START PROVIDED DATA

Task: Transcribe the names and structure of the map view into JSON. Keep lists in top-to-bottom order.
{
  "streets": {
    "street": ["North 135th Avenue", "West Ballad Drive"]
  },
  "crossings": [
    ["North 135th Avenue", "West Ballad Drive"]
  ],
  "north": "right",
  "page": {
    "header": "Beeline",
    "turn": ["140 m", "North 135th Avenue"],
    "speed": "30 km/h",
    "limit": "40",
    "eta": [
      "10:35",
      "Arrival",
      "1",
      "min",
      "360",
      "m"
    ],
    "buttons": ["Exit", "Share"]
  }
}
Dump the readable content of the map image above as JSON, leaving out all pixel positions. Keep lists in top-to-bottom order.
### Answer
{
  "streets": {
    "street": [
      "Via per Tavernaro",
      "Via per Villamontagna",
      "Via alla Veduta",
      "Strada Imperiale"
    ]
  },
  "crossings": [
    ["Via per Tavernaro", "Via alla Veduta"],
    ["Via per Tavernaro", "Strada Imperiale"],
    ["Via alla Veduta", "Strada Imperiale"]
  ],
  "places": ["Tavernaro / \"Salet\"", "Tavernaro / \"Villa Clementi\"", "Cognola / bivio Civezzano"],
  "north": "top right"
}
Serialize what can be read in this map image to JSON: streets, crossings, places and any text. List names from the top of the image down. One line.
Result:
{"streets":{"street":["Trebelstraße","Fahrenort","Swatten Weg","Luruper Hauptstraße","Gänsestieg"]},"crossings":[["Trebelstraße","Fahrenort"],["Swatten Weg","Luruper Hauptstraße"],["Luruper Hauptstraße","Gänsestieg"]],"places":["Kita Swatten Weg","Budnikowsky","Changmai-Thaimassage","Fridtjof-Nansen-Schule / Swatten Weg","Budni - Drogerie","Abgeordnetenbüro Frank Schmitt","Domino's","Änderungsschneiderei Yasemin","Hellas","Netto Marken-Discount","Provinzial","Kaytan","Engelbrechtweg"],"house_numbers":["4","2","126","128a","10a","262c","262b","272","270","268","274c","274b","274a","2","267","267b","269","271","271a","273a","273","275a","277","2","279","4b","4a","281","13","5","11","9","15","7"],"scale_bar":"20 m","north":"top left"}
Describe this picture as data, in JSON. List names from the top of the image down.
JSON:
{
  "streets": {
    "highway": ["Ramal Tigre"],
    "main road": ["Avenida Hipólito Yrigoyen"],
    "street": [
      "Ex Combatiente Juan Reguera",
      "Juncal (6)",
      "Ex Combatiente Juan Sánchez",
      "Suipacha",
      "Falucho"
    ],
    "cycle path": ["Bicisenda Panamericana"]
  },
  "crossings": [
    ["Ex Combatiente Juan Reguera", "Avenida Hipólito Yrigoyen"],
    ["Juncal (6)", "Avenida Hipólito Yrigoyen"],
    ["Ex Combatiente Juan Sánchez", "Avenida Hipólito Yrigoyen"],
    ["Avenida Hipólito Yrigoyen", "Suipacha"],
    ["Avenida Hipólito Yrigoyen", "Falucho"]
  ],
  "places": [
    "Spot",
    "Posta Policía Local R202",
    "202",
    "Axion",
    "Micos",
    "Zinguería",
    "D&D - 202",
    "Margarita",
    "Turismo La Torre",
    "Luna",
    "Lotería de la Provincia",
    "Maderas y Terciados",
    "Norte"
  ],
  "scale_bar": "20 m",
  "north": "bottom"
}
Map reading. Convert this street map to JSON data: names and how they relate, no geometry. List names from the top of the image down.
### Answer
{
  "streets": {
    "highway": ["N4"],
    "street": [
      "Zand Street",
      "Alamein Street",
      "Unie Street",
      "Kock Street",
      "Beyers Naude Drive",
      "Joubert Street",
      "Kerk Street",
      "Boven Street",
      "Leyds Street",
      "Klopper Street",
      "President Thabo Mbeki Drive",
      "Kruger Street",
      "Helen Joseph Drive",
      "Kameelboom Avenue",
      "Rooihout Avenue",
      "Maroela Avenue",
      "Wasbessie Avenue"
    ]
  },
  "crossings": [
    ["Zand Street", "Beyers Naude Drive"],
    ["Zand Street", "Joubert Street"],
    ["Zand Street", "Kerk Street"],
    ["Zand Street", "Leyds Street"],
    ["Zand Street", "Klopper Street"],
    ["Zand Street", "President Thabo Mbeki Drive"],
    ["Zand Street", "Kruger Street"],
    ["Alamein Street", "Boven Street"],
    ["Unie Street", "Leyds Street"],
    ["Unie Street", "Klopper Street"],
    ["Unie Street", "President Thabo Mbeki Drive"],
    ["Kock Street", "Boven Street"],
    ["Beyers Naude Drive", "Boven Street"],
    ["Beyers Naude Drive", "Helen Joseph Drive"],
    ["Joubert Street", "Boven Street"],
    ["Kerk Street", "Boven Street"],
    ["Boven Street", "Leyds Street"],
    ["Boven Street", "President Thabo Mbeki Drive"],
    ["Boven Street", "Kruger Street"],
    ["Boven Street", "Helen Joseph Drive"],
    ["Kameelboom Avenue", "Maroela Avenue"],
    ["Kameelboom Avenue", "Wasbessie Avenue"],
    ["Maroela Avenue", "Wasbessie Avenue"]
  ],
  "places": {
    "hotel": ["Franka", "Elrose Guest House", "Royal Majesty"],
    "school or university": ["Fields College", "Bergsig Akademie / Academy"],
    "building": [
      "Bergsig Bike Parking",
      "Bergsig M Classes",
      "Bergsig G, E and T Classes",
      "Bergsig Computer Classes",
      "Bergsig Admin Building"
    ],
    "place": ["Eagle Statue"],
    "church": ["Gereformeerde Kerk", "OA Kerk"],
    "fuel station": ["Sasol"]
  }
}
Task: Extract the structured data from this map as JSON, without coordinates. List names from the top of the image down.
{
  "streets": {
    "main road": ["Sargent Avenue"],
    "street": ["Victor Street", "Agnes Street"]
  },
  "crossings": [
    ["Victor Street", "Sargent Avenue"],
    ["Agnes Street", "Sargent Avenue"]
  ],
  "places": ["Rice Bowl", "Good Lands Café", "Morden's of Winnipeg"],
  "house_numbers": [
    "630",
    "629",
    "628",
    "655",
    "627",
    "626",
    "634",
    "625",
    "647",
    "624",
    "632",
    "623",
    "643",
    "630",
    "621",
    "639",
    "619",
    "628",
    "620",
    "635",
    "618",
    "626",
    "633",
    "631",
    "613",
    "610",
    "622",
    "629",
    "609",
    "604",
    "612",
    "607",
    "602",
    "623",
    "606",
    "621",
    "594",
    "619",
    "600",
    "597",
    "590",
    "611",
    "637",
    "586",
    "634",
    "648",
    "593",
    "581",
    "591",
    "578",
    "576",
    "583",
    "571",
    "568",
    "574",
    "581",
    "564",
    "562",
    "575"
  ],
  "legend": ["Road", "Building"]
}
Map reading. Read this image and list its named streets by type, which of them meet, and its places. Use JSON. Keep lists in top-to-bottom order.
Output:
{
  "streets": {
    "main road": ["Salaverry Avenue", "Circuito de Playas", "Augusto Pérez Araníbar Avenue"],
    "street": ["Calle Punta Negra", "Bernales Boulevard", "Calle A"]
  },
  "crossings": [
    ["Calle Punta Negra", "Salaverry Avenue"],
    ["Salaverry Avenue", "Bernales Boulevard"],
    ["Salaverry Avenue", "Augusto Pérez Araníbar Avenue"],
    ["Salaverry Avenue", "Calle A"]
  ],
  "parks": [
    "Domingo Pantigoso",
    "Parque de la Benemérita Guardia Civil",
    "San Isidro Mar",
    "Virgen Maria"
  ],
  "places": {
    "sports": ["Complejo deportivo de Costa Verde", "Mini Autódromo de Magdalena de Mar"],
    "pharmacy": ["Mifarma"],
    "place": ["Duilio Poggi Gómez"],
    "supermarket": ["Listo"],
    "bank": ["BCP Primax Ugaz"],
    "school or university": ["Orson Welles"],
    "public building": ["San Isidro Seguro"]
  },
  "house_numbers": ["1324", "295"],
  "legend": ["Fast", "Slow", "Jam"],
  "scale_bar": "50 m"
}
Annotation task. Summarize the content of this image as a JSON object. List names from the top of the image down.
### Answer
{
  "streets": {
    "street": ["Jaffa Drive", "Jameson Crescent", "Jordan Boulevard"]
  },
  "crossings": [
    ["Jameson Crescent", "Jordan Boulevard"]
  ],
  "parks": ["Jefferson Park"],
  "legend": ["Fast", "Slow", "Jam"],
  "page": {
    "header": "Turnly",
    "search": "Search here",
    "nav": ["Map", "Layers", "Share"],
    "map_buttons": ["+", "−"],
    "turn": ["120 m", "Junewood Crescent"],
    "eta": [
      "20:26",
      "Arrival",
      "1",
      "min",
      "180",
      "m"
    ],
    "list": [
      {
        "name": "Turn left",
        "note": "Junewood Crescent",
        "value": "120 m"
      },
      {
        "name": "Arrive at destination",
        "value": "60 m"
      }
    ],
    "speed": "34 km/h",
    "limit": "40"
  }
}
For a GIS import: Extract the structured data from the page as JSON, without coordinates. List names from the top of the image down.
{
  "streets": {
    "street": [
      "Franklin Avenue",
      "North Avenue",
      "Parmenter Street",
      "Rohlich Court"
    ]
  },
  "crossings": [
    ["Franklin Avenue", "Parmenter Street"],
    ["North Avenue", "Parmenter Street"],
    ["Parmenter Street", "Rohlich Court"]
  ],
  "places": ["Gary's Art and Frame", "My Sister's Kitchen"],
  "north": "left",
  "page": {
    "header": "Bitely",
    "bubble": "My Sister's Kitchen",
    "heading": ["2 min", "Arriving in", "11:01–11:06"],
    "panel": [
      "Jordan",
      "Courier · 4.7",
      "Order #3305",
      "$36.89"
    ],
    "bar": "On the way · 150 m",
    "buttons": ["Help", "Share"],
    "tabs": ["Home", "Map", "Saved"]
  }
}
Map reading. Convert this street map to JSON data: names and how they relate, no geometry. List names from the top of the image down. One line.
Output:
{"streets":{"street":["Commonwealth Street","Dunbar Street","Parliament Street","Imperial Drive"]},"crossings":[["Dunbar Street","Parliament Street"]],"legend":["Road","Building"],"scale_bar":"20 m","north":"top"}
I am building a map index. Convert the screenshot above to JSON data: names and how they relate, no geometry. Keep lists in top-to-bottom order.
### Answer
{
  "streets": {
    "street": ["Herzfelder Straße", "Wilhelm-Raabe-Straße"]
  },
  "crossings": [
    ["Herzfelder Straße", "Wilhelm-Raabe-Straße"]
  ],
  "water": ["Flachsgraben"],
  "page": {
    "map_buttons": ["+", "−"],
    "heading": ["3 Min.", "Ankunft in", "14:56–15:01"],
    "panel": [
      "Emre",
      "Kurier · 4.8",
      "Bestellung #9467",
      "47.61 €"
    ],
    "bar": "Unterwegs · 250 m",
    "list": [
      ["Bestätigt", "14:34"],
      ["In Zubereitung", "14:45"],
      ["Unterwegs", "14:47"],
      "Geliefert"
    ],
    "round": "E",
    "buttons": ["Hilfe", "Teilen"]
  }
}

END PROVIDED DATA

> _INSTRUCTIONS FOR THE TASK_
Each line of the data that holds "Combatiente" should be copied.

> _TASK OUTPUT_
      "Ex Combatiente Juan Reguera",
      "Ex Combatiente Juan Sánchez",
    ["Ex Combatiente Juan Reguera", "Avenida Hipólito Yrigoyen"],
    ["Ex Combatiente Juan Sánchez", "Avenida Hipólito Yrigoyen"],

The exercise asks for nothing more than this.